**** RECORDS SUPPLIED

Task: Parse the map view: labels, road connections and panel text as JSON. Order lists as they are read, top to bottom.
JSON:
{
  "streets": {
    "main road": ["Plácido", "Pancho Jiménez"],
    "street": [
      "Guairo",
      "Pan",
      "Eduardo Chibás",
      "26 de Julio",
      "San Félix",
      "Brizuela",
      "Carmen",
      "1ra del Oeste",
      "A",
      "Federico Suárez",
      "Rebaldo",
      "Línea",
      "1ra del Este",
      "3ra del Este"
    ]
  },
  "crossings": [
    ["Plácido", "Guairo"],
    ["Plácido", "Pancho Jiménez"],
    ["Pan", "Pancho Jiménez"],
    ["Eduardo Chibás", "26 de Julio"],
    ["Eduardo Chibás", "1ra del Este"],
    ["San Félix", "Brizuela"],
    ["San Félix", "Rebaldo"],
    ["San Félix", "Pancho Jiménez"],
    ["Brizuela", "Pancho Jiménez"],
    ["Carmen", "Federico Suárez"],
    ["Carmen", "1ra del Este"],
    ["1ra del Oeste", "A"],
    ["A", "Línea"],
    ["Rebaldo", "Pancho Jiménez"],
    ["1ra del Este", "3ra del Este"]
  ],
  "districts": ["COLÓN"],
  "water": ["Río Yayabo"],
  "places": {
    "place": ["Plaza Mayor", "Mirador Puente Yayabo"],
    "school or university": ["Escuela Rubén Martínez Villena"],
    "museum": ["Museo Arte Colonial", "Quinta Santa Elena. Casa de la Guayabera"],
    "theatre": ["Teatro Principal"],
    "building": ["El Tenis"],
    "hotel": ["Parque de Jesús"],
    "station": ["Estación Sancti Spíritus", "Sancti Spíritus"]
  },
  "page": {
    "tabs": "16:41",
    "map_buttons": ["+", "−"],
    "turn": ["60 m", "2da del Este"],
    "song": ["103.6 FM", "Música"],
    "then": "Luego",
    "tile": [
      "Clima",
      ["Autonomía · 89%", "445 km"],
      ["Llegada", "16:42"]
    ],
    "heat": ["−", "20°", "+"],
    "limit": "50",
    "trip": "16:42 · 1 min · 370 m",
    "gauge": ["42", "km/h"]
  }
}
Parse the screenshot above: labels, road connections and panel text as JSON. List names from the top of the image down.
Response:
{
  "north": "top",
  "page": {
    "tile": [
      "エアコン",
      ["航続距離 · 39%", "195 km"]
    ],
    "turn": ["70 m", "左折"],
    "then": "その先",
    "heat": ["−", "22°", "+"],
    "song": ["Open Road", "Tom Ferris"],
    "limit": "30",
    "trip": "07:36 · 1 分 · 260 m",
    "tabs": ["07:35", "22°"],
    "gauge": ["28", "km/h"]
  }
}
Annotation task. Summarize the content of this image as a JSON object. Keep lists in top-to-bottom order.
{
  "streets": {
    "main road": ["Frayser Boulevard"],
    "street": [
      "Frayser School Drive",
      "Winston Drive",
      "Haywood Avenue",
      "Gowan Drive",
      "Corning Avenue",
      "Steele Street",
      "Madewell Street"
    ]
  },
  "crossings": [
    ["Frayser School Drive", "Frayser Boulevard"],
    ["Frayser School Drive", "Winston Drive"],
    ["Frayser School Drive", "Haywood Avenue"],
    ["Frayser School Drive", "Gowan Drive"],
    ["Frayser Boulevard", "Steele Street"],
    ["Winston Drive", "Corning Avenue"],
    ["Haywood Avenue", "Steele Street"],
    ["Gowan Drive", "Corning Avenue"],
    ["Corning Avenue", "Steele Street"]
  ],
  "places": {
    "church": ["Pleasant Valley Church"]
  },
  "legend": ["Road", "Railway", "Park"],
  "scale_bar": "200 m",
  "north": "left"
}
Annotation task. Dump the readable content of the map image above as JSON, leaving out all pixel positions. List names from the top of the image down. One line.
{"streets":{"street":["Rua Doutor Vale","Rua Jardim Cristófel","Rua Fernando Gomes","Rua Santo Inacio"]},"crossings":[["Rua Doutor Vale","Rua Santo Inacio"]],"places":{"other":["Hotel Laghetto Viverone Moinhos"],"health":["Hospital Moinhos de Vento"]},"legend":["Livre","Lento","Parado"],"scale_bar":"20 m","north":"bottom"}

********

• TASK DETAILS:
Write out every record above, word for word.

• RESPONSE AREA:
Task: Parse the map view: labels, road connections and panel text as JSON. Order lists as they are read, top to bottom.
JSON:
{
  "streets": {
    "main road": ["Plácido", "Pancho Jiménez"],
    "street": [
      "Guairo",
      "Pan",
      "Eduardo Chibás",
      "26 de Julio",
      "San Félix",
      "Brizuela",
      "Carmen",
      "1ra del Oeste",
      "A",
      "Federico Suárez",
      "Rebaldo",
      "Línea",
      "1ra del Este",
      "3ra del Este"
    ]
  },
  "crossings": [
    ["Plácido", "Guairo"],
    ["Plácido", "Pancho Jiménez"],
    ["Pan", "Pancho Jiménez"],
    ["Eduardo Chibás", "26 de Julio"],
    ["Eduardo Chibás", "1ra del Este"],
    ["San Félix", "Brizuela"],
    ["San Félix", "Rebaldo"],
    ["San Félix", "Pancho Jiménez"],
    ["Brizuela", "Pancho Jiménez"],
    ["Carmen", "Federico Suárez"],
    ["Carmen", "1ra del Este"],
    ["1ra del Oeste", "A"],
    ["A", "Línea"],
    ["Rebaldo", "Pancho Jiménez"],
    ["1ra del Este", "3ra del Este"]
  ],
  "districts": ["COLÓN"],
  "water": ["Río Yayabo"],
  "places": {
    "place": ["Plaza Mayor", "Mirador Puente Yayabo"],
    "school or university": ["Escuela Rubén Martínez Villena"],
    "museum": ["Museo Arte Colonial", "Quinta Santa Elena. Casa de la Guayabera"],
    "theatre": ["Teatro Principal"],
    "building": ["El Tenis"],
    "hotel": ["Parque de Jesús"],
    "station": ["Estación Sancti Spíritus", "Sancti Spíritus"]
  },
  "page": {
    "tabs": "16:41",
    "map_buttons": ["+", "−"],
    "turn": ["60 m", "2da del Este"],
    "song": ["103.6 FM", "Música"],
    "then": "Luego",
    "tile": [
      "Clima",
      ["Autonomía · 89%", "445 km"],
      ["Llegada", "16:42"]
    ],
    "heat": ["−", "20°", "+"],
    "limit": "50",
    "trip": "16:42 · 1 min · 370 m",
    "gauge": ["42", "km/h"]
  }
}
Parse the screenshot above: labels, road connections and panel text as JSON. List names from the top of the image down.
Response:
{
  "north": "top",
  "page": {
    "tile": [
      "エアコン",
      ["航続距離 · 39%", "195 km"]
    ],
    "turn": ["70 m", "左折"],
    "then": "その先",
    "heat": ["−", "22°", "+"],
    "song": ["Open Road", "Tom Ferris"],
    "limit": "30",
    "trip": "07:36 · 1 分 · 260 m",
    "tabs": ["07:35", "22°"],
    "gauge": ["28", "km/h"]
  }
}
Annotation task. Summarize the content of this image as a JSON object. Keep lists in top-to-bottom order.
{
  "streets": {
    "main road": ["Frayser Boulevard"],
    "street": [
      "Frayser School Drive",
      "Winston Drive",
      "Haywood Avenue",
      "Gowan Drive",
      "Corning Avenue",
      "Steele Street",
      "Madewell Street"
    ]
  },
  "crossings": [
    ["Frayser School Drive", "Frayser Boulevard"],
    ["Frayser School Drive", "Winston Drive"],
    ["Frayser School Drive", "Haywood Avenue"],
    ["Frayser School Drive", "Gowan Drive"],
    ["Frayser Boulevard", "Steele Street"],
    ["Winston Drive", "Corning Avenue"],
    ["Haywood Avenue", "Steele Street"],
    ["Gowan Drive", "Corning Avenue"],
    ["Corning Avenue", "Steele Street"]
  ],
  "places": {
    "church": ["Pleasant Valley Church"]
  },
  "legend": ["Road", "Railway", "Park"],
  "scale_bar": "200 m",
  "north": "left"
}
Annotation task. Dump the readable content of the map image above as JSON, leaving out all pixel positions. List names from the top of the image down. One line.
{"streets":{"street":["Rua Doutor Vale","Rua Jardim Cristófel","Rua Fernando Gomes","Rua Santo Inacio"]},"crossings":[["Rua Doutor Vale","Rua Santo Inacio"]],"places":{"other":["Hotel Laghetto Viverone Moinhos"],"health":["Hospital Moinhos de Vento"]},"legend":["Livre","Lento","Parado"],"scale_bar":"20 m","north":"bottom"}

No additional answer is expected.